A multiparametric prostate MRI scan (mpMRI) is an advanced form of computer imaging which looks in detail at the prostate and surrounding areas. This is performed in conjunction with your prostate biopsy to give you the most accurate possible diagnosis and staging.
Multiparametric MRI is a relatively new technology, before this there was no reliable method for imaging prostate cancer.

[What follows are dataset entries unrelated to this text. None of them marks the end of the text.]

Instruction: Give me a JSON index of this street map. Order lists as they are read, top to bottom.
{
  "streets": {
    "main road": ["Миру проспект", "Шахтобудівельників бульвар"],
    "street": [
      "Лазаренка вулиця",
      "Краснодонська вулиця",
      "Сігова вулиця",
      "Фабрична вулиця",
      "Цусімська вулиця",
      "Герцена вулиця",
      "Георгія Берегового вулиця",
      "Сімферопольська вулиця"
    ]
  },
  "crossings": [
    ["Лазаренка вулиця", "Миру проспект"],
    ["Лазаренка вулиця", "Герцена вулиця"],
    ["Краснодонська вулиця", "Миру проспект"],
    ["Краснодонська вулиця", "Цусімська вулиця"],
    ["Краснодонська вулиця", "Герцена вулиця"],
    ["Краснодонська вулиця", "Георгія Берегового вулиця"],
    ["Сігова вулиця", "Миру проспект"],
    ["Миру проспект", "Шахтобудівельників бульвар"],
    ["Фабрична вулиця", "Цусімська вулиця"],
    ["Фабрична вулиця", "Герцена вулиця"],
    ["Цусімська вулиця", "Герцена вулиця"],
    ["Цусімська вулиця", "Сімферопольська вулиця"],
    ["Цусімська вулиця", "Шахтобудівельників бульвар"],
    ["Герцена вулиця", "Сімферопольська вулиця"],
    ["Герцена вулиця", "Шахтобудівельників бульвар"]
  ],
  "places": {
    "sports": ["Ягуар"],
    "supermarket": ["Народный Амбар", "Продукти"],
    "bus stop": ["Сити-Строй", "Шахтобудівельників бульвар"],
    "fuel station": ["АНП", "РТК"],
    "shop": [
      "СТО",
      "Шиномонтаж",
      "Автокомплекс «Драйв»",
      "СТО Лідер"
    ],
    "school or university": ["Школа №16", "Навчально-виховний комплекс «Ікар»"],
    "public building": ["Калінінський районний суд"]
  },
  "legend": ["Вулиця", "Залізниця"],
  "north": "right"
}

It is very sensitive and can detect up to 90% of significant prostate cancers. Given the technology is not 100%, it still needs to be performed along with a biopsy. The combination of the two gives us the best possible information to help you make an informed decision about treatment. It is generally performed before your biopsy, as the swelling that occurs after a biopsy makes the MRI more difficult to interpret.

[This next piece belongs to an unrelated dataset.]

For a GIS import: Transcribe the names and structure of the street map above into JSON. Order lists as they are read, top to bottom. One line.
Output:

The first advantage of a mpMRI is that if your biopsy shows no cancer, a normal mpMRI scan is very reassuring and makes a second biopsy less likely.
If a small amount of low grade cancer is found on biopsy, a mpMRI helps us decide whether active surveillance or radical treatment is best. A normal appearance on mpMRI reassures us that the cancer is likely low risk and active surveillance is a good option. If a large tumour is seen on mpMRI, this suggests that the biopsy may have missed a more aggressive tumour and active treatment may be more appropriate.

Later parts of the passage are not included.